## MATERIAL PROVIDED:
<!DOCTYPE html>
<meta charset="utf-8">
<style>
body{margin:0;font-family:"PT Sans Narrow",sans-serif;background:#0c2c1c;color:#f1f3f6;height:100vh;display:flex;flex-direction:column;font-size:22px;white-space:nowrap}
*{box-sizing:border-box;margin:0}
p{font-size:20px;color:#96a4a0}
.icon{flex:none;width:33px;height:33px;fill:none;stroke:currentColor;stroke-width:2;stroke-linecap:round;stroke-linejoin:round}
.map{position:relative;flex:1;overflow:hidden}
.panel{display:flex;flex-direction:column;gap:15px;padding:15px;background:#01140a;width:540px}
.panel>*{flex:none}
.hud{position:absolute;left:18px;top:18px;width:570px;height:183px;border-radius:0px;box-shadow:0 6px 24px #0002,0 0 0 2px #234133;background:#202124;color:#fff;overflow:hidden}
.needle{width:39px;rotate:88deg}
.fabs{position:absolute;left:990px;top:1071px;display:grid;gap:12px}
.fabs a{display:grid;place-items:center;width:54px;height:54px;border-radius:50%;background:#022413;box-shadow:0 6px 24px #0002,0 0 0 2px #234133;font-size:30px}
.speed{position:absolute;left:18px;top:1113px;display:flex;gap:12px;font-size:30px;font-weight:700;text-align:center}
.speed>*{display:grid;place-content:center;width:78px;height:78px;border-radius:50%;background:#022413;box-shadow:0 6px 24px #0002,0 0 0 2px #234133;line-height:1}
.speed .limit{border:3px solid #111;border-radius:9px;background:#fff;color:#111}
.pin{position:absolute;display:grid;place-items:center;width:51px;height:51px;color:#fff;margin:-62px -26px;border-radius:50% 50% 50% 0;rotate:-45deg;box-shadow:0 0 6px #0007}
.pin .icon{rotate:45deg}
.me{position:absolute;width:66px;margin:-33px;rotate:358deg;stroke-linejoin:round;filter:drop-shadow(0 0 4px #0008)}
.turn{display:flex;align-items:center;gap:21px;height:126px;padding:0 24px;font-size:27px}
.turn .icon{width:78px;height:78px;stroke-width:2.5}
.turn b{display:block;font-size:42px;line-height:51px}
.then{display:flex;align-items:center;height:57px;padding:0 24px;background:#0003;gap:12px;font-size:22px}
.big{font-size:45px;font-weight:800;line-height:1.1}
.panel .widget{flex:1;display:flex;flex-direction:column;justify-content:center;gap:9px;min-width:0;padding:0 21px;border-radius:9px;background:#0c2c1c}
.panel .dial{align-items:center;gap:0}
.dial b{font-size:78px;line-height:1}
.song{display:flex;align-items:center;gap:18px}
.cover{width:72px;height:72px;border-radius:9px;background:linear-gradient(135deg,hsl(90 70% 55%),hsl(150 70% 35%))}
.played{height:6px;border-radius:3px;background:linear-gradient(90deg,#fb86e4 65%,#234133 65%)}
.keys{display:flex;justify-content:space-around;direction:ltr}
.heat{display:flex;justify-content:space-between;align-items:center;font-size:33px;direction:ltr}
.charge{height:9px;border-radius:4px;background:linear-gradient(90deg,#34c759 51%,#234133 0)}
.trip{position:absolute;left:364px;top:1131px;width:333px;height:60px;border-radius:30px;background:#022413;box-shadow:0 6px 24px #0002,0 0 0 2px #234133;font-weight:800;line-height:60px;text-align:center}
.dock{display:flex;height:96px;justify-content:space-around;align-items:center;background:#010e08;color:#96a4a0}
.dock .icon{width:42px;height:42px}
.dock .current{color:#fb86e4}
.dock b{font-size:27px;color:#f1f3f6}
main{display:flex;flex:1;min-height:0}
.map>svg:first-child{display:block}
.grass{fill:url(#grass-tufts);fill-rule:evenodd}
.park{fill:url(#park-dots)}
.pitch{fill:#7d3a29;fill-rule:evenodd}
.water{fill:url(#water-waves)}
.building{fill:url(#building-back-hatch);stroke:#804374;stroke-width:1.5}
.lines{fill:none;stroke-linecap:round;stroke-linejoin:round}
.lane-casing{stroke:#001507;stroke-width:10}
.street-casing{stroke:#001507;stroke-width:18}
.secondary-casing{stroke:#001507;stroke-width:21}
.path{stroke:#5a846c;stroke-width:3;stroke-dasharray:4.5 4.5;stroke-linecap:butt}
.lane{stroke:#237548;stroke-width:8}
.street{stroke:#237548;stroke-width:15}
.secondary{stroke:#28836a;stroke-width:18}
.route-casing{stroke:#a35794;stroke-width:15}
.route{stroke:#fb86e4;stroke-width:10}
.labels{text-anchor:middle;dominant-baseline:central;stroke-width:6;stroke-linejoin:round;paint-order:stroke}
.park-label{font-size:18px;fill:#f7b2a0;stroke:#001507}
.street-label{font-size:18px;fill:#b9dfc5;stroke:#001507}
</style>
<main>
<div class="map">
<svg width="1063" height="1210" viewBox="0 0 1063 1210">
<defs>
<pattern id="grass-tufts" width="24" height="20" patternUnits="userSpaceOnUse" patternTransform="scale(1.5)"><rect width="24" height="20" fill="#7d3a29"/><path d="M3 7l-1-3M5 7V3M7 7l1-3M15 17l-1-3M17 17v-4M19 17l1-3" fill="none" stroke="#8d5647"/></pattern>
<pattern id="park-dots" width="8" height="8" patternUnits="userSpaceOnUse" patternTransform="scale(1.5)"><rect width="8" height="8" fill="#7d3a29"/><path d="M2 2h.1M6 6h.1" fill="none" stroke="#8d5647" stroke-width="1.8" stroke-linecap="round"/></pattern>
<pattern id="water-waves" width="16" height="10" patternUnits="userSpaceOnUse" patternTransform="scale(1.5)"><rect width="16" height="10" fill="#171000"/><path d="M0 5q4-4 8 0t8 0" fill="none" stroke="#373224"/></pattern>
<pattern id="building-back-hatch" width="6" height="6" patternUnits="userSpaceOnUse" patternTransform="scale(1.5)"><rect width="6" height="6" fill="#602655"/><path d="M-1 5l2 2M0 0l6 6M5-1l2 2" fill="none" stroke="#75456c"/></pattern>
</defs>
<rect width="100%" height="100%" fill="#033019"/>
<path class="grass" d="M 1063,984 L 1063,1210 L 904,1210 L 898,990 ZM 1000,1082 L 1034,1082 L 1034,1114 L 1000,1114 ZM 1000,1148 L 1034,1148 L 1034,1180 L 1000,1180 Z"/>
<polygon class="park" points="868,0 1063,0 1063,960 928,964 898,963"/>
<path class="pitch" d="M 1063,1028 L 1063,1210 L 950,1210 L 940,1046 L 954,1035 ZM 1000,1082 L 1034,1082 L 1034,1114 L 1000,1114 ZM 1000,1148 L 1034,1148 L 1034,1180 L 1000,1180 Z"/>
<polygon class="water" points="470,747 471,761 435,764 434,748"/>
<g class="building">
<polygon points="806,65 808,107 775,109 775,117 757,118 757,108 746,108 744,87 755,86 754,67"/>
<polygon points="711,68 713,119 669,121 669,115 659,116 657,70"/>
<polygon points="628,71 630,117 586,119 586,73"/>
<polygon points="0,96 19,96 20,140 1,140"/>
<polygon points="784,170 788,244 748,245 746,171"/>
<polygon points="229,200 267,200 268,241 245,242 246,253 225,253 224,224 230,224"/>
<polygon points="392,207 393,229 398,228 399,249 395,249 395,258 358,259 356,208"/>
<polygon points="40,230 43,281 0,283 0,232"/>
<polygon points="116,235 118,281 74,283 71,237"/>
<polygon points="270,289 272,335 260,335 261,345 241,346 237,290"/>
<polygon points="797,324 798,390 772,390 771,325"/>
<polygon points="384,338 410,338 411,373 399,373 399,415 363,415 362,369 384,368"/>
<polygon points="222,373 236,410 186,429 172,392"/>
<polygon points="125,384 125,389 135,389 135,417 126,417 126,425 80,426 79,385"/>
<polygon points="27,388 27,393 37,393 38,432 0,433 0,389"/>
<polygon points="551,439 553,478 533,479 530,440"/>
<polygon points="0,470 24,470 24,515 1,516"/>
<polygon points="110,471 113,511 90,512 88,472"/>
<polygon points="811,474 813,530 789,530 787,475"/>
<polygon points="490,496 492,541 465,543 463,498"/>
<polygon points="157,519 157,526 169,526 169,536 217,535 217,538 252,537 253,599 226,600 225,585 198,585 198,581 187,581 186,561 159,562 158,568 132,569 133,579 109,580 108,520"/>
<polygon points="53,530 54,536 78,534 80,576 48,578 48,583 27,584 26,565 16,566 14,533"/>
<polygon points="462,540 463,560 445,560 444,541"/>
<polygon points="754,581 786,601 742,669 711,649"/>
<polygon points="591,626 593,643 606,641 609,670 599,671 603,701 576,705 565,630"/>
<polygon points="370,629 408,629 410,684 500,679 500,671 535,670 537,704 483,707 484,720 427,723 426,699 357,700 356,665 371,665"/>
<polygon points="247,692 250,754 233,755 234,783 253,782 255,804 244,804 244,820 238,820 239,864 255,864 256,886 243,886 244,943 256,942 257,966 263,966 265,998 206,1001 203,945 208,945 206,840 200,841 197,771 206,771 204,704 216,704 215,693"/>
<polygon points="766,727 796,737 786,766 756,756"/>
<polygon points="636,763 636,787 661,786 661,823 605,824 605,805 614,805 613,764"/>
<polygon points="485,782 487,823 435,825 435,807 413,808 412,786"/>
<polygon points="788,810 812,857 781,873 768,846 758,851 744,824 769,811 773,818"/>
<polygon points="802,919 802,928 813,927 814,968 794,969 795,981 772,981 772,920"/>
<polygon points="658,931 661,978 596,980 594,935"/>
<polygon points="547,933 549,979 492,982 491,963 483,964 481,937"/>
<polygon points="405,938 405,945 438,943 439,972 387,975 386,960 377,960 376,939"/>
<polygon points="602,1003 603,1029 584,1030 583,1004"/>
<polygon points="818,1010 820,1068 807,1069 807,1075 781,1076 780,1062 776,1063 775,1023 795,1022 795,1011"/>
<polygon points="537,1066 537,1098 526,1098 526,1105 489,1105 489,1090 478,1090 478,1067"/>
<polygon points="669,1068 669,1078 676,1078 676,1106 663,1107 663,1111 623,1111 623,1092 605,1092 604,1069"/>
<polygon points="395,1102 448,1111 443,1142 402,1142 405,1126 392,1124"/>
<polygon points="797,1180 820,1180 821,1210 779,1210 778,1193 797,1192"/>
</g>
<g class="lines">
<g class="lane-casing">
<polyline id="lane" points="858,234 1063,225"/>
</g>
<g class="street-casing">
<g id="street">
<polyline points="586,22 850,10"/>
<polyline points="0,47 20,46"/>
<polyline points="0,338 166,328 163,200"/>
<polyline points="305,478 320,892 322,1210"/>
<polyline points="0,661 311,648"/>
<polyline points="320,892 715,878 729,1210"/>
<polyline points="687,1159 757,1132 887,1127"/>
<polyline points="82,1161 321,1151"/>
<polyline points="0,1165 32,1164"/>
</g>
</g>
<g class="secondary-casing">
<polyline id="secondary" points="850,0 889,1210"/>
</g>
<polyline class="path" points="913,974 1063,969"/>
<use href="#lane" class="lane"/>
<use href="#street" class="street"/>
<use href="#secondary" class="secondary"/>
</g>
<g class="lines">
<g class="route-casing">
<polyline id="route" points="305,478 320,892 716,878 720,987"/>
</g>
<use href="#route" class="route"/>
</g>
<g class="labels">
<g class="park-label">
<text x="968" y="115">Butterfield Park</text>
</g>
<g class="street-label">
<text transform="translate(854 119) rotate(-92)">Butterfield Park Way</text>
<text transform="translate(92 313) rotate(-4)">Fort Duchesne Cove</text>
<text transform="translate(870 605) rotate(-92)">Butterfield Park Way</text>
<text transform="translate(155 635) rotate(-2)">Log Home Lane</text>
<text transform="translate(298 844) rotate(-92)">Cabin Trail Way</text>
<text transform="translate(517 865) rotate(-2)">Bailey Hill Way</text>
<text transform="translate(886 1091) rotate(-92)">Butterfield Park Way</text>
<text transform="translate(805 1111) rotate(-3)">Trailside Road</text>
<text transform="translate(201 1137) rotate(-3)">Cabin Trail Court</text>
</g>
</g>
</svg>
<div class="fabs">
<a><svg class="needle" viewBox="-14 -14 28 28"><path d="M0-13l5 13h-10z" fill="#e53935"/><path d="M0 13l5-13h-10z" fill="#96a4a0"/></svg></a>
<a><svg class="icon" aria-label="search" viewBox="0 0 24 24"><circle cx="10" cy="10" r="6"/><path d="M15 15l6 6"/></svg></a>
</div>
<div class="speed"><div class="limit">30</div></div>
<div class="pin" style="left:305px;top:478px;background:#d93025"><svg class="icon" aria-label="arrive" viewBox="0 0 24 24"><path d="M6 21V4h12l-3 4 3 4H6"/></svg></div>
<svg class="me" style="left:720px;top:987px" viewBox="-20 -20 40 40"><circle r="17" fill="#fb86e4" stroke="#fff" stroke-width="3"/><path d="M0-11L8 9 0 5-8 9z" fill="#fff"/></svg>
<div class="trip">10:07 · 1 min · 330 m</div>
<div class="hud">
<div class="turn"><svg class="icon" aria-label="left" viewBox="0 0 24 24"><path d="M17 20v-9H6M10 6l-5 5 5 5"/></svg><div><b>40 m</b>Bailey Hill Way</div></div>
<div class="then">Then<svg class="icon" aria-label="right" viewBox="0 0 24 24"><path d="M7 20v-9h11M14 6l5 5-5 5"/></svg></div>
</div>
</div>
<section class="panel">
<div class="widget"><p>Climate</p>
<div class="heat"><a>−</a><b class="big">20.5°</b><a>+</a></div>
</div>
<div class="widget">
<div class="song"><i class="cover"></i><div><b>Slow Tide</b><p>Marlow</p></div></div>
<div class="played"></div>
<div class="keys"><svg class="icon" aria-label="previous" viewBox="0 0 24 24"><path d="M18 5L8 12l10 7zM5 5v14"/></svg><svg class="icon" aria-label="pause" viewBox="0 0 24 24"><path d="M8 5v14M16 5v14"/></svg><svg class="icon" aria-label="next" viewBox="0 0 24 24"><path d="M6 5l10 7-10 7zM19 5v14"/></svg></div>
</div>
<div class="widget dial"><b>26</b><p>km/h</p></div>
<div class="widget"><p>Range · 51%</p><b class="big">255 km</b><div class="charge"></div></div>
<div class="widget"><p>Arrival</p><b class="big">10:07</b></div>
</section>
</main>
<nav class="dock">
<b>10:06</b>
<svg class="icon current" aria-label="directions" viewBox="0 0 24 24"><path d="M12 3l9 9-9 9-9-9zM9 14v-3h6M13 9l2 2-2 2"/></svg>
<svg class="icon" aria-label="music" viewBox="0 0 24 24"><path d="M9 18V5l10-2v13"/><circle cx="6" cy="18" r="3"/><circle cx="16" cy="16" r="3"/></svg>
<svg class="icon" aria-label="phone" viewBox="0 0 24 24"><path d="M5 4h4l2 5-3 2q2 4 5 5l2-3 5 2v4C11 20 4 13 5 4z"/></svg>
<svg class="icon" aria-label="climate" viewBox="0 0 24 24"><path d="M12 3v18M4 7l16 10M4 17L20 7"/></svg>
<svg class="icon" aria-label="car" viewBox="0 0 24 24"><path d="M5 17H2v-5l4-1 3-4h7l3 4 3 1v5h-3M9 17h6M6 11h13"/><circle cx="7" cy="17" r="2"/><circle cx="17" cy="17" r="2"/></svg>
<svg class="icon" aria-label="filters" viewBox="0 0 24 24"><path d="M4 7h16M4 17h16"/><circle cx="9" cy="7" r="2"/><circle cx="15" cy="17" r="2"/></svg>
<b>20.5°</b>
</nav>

## WORK TO COMPLETE:
Lines holding the string "limit" must be copied out of the entries above.

## SOLUTION FOR THIS EXERCISE:
.speed .limit{border:3px solid #111;border-radius:9px;background:#fff;color:#111}
<div class="speed"><div class="limit">30</div></div>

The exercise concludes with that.